WHAT THE TASK REQUIRES: All lines in the records that carry the string "linecap" are to be shown.

DATA EXTRACT:
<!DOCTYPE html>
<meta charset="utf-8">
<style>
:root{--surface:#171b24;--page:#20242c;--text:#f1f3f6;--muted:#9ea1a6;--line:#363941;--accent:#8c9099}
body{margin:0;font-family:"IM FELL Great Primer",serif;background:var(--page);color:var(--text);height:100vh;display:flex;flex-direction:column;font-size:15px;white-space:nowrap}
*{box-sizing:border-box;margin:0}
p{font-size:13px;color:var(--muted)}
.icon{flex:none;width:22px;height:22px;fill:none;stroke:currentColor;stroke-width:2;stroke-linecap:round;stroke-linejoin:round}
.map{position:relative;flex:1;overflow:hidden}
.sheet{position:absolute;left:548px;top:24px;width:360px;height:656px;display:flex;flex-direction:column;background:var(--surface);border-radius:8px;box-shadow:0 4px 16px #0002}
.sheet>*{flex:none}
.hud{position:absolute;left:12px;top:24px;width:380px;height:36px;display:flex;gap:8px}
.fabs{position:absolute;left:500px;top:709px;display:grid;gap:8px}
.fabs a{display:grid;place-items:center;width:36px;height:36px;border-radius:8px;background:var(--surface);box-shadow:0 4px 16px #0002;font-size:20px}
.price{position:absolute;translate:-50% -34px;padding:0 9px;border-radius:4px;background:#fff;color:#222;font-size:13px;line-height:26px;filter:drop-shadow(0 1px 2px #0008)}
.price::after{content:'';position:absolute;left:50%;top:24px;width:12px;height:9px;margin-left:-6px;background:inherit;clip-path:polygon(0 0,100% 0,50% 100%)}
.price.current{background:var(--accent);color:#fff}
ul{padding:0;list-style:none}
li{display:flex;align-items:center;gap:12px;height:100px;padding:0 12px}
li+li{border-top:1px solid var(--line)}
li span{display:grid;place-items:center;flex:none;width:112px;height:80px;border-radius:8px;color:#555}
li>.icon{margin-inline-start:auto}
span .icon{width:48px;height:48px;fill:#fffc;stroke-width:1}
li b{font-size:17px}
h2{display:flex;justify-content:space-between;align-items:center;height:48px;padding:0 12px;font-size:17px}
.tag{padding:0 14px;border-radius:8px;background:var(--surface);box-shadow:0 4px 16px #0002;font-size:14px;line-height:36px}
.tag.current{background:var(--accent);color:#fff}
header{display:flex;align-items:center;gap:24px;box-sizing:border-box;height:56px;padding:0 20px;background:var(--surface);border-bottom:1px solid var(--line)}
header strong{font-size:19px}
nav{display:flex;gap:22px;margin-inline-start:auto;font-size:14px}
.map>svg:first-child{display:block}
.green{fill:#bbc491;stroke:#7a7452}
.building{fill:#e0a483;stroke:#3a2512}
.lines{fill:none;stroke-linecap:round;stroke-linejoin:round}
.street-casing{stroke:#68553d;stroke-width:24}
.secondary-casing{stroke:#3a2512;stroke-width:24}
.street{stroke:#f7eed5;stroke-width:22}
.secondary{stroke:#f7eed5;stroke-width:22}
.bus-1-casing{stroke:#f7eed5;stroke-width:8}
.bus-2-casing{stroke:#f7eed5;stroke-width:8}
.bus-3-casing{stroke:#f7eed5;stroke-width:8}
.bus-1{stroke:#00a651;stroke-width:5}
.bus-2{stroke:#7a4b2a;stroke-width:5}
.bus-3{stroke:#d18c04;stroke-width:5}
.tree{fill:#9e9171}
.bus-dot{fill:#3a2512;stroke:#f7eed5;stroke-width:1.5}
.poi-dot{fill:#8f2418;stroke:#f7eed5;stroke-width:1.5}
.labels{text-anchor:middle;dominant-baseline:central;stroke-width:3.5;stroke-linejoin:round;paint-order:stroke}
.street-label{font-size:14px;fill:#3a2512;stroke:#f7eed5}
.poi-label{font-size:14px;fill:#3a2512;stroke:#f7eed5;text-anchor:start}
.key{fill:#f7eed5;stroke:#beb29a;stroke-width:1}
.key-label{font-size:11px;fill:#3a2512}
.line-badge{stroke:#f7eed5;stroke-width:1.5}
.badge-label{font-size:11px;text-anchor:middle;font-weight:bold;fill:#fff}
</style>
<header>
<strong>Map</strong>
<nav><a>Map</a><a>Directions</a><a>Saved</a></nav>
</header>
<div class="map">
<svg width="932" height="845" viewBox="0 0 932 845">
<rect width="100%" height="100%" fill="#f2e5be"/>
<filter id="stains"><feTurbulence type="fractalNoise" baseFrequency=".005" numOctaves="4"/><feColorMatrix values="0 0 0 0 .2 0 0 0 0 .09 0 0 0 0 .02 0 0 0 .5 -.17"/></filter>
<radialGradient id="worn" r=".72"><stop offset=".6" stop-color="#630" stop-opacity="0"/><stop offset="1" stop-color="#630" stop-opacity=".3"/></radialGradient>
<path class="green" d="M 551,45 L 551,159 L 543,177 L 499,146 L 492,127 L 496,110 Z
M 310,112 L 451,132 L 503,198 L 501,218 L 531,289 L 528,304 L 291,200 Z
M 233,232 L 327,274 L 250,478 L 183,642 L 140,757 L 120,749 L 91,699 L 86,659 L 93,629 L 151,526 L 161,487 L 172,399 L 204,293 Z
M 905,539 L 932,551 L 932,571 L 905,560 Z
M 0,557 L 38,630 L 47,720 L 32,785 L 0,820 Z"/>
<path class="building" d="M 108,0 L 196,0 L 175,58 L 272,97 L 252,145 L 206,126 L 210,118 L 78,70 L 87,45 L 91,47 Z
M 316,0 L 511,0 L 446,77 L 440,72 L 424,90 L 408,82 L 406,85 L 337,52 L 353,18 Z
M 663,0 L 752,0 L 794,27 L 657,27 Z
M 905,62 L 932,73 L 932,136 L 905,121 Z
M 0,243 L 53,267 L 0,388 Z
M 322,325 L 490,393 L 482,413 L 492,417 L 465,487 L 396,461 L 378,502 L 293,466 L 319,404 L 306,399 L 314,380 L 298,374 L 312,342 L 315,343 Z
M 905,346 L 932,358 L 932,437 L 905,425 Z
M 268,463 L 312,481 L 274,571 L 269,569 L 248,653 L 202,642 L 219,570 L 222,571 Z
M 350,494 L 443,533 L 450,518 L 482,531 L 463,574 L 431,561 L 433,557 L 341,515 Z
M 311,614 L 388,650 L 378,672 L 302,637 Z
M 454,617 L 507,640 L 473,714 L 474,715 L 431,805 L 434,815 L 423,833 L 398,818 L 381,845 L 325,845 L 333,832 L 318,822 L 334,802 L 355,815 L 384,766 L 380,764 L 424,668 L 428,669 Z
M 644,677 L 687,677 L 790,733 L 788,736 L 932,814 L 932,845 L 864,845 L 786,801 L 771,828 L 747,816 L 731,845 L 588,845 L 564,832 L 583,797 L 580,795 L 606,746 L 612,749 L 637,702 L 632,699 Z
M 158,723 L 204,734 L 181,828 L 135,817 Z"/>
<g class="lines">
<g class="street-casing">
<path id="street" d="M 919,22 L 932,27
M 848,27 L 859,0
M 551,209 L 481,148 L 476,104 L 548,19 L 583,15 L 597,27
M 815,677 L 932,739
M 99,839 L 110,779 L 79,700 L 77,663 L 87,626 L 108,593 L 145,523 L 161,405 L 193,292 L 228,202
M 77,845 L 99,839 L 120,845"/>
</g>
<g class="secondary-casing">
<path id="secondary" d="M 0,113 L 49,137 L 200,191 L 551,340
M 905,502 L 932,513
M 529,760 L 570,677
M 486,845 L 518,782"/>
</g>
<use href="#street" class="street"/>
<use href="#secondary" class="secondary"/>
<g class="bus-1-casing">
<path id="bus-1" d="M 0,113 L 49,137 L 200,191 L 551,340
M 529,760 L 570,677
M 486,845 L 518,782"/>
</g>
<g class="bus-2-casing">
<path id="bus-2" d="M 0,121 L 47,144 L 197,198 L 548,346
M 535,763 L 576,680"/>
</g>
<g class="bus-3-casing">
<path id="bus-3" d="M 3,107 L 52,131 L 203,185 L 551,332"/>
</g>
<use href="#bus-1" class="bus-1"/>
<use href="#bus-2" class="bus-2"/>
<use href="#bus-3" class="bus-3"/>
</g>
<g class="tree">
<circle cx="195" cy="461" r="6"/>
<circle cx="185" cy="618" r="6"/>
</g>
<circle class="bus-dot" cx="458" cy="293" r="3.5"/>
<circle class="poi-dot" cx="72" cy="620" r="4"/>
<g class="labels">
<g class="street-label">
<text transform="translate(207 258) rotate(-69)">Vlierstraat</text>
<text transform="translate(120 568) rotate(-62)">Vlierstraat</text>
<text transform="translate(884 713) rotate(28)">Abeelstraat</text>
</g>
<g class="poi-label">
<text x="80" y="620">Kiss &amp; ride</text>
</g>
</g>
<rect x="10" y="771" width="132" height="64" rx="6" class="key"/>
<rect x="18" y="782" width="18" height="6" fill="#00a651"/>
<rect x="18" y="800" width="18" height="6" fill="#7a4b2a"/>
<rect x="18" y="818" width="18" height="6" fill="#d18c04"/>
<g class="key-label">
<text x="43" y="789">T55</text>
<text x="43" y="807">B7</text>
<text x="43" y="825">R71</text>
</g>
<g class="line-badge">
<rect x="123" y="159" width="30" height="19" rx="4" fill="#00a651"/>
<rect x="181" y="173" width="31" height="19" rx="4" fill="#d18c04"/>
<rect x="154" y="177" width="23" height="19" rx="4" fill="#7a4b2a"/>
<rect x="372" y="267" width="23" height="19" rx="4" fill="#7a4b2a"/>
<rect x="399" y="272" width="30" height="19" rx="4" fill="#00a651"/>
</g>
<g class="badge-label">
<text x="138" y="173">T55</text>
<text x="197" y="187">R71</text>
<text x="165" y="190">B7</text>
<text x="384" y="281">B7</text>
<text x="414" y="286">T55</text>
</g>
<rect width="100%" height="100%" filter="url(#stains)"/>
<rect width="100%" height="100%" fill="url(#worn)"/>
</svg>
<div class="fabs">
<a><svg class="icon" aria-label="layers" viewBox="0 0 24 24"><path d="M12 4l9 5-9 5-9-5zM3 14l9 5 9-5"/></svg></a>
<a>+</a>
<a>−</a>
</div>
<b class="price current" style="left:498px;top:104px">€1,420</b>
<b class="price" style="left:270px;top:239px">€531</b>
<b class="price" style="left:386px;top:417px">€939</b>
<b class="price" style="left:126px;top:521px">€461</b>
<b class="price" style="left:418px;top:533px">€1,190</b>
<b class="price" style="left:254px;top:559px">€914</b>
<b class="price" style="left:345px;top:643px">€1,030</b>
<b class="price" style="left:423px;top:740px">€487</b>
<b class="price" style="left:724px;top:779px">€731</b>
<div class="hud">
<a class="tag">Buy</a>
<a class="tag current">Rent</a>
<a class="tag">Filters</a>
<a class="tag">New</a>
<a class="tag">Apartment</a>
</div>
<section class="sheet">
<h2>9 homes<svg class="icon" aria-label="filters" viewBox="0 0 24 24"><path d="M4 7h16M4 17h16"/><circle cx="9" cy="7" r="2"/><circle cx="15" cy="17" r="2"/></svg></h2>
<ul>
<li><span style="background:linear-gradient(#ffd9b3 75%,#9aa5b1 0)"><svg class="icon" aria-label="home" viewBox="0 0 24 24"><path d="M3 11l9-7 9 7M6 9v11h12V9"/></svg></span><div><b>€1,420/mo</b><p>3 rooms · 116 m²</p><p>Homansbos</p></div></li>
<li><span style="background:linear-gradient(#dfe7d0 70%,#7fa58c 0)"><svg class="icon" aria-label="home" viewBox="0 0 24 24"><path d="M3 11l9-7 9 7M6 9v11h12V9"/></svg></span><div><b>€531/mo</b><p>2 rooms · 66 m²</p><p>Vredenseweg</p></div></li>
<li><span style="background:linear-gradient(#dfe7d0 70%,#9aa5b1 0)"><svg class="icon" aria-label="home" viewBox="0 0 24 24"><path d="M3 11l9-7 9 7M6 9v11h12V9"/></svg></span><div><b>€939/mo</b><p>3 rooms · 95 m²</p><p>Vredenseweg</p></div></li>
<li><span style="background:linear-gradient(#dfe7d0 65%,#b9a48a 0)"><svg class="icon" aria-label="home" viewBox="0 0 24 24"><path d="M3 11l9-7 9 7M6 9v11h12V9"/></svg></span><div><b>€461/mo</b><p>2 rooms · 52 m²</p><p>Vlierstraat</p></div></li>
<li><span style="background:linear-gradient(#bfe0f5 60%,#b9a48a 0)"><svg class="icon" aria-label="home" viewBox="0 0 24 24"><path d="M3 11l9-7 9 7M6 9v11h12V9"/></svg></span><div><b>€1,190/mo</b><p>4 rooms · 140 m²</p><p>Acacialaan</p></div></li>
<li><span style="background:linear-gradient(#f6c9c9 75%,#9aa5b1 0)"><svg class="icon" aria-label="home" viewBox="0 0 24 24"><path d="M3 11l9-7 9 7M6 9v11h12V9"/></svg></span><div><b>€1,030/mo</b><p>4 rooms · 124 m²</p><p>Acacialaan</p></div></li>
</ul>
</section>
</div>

* * *

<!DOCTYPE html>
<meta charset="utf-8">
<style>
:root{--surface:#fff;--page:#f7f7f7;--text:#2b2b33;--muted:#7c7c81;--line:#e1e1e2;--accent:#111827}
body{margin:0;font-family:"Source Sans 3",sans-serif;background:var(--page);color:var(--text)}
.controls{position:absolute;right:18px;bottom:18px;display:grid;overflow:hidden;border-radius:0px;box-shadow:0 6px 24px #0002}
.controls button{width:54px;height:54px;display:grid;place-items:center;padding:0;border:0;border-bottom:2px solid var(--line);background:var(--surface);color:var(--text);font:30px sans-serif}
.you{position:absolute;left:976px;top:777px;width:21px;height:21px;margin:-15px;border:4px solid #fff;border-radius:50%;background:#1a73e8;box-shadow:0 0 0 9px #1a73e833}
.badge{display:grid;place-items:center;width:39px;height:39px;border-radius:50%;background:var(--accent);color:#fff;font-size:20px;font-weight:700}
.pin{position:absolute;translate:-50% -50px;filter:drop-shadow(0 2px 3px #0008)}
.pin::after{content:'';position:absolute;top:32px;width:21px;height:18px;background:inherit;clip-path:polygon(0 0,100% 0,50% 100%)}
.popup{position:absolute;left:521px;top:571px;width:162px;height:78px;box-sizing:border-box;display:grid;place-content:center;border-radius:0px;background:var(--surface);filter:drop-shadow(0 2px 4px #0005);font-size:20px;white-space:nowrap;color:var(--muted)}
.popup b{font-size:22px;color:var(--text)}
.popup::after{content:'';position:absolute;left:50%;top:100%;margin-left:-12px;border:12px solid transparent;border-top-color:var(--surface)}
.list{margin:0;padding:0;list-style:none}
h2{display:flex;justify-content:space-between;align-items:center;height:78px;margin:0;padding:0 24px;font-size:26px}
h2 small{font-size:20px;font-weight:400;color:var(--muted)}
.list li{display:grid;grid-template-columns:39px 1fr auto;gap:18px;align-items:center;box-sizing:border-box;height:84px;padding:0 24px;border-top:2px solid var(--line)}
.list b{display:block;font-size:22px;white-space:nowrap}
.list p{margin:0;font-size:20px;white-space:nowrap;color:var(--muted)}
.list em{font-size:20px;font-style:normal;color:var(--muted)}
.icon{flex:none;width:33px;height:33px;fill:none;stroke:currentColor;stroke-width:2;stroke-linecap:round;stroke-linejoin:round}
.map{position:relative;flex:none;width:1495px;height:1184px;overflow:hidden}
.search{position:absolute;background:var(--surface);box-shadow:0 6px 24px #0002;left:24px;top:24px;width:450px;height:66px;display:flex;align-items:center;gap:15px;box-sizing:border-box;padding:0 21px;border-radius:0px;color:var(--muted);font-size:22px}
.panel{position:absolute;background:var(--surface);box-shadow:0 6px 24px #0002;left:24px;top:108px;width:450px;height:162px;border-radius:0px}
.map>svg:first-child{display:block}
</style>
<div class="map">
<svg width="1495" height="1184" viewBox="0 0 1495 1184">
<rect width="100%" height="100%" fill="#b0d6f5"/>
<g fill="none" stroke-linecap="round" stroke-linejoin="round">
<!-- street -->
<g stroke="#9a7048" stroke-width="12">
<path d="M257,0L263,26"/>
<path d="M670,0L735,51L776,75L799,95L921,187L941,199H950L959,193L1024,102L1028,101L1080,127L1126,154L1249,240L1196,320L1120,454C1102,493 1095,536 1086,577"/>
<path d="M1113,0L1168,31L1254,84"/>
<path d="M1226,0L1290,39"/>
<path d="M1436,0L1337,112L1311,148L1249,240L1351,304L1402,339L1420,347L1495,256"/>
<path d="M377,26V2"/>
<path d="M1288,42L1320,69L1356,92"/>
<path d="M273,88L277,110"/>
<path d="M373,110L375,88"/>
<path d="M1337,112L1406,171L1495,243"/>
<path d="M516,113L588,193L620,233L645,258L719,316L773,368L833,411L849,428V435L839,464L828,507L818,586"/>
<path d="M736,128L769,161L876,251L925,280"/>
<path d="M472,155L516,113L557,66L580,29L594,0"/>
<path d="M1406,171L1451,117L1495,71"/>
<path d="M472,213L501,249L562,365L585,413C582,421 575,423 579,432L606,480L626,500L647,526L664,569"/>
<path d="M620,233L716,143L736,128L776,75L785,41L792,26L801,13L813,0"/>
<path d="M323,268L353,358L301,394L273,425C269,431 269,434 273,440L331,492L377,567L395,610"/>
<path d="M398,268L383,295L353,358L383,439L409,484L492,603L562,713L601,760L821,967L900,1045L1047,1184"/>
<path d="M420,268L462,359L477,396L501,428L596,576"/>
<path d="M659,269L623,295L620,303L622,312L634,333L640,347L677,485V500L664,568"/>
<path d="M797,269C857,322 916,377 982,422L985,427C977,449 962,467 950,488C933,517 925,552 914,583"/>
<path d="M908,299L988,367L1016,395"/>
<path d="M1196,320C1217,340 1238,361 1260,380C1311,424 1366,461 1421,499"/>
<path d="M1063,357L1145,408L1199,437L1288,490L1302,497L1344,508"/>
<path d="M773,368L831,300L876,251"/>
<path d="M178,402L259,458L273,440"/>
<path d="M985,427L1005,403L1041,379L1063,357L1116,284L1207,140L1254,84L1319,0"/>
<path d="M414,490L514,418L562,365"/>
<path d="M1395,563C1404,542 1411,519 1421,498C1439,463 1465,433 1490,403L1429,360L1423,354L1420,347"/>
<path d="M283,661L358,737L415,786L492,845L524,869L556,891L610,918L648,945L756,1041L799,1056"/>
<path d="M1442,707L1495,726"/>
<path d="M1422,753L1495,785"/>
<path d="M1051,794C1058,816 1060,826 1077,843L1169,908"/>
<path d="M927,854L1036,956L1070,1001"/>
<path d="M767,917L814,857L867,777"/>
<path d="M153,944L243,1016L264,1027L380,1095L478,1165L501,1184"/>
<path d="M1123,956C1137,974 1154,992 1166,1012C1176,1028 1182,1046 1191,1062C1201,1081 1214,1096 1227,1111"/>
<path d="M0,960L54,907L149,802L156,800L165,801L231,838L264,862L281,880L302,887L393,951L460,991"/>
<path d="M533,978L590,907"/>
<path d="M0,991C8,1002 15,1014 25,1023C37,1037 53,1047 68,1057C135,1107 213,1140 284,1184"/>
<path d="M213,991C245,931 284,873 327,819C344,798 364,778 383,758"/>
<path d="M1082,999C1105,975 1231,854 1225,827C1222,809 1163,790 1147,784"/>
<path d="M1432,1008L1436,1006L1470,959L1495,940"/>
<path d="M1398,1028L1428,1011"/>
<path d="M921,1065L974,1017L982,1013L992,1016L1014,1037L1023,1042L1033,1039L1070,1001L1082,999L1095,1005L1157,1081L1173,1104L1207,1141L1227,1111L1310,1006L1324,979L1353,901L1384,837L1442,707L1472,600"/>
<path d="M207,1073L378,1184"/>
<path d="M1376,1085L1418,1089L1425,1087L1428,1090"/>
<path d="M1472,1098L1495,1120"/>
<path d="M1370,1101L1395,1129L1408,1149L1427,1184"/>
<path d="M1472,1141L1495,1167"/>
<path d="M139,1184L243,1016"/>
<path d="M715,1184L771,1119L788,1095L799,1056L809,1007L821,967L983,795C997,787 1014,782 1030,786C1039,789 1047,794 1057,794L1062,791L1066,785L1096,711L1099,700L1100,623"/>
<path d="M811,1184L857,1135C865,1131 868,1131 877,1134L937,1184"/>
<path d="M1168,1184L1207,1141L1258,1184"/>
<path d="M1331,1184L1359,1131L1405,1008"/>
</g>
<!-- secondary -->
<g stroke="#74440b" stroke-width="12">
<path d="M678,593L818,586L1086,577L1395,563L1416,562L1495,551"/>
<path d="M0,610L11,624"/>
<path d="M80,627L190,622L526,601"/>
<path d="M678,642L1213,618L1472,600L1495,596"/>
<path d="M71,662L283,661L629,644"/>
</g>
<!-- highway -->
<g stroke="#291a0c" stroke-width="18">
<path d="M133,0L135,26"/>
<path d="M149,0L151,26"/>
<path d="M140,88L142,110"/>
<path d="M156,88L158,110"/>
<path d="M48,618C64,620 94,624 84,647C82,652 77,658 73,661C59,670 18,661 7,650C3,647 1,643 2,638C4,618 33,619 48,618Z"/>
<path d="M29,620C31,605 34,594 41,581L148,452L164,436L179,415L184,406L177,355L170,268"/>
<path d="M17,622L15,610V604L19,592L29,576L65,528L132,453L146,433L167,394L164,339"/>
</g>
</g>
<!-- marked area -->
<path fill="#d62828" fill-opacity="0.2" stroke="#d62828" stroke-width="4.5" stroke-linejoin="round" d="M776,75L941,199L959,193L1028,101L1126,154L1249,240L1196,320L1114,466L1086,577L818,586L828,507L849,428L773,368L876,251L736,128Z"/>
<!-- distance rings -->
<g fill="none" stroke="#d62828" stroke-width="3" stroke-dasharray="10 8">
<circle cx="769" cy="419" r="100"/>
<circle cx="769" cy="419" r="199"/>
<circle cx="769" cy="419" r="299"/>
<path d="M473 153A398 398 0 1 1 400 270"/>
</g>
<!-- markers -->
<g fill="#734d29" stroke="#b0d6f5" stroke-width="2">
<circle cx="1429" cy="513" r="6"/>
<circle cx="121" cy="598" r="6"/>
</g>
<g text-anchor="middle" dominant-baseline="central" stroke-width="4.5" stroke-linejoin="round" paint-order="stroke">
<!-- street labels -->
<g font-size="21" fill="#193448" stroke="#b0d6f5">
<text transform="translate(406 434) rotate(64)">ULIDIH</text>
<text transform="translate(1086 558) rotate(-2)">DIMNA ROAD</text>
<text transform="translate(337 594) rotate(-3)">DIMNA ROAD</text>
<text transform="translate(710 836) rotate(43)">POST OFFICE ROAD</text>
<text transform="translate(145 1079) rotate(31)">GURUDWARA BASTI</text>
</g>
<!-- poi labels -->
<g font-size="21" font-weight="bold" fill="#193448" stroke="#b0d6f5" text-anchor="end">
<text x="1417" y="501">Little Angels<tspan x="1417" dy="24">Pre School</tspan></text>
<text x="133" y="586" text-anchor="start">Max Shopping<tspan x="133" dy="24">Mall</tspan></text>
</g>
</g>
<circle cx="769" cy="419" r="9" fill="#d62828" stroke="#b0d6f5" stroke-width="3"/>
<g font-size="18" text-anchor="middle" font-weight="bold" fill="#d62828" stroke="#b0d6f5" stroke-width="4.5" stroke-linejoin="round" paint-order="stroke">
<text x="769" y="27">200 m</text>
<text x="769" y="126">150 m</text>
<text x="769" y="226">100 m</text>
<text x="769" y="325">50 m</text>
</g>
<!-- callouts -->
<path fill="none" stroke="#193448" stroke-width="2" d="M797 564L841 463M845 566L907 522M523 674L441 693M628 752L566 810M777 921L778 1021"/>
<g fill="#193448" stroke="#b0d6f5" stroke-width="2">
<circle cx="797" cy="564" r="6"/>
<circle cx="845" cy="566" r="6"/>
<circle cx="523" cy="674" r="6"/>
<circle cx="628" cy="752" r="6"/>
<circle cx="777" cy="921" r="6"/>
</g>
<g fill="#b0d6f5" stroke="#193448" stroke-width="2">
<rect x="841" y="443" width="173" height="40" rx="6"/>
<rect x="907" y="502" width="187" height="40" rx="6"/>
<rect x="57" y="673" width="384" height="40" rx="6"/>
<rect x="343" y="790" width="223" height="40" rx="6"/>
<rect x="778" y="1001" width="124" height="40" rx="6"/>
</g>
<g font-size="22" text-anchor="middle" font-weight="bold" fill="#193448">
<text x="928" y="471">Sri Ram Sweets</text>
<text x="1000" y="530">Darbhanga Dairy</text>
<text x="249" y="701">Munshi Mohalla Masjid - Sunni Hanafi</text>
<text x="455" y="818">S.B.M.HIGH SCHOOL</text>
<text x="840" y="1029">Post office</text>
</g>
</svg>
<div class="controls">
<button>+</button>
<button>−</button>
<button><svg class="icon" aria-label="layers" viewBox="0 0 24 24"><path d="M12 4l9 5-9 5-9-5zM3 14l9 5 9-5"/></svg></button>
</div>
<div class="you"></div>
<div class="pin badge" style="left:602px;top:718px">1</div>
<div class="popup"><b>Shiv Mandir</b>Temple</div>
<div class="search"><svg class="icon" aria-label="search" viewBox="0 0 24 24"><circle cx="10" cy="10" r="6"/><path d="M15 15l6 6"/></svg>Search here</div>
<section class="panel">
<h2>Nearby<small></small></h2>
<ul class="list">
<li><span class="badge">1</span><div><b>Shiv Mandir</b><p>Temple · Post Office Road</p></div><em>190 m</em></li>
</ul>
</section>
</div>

THE COMPLETED TASK:
.icon{flex:none;width:22px;height:22px;fill:none;stroke:currentColor;stroke-width:2;stroke-linecap:round;stroke-linejoin:round}
.lines{fill:none;stroke-linecap:round;stroke-linejoin:round}
.icon{flex:none;width:33px;height:33px;fill:none;stroke:currentColor;stroke-width:2;stroke-linecap:round;stroke-linejoin:round}
<g fill="none" stroke-linecap="round" stroke-linejoin="round">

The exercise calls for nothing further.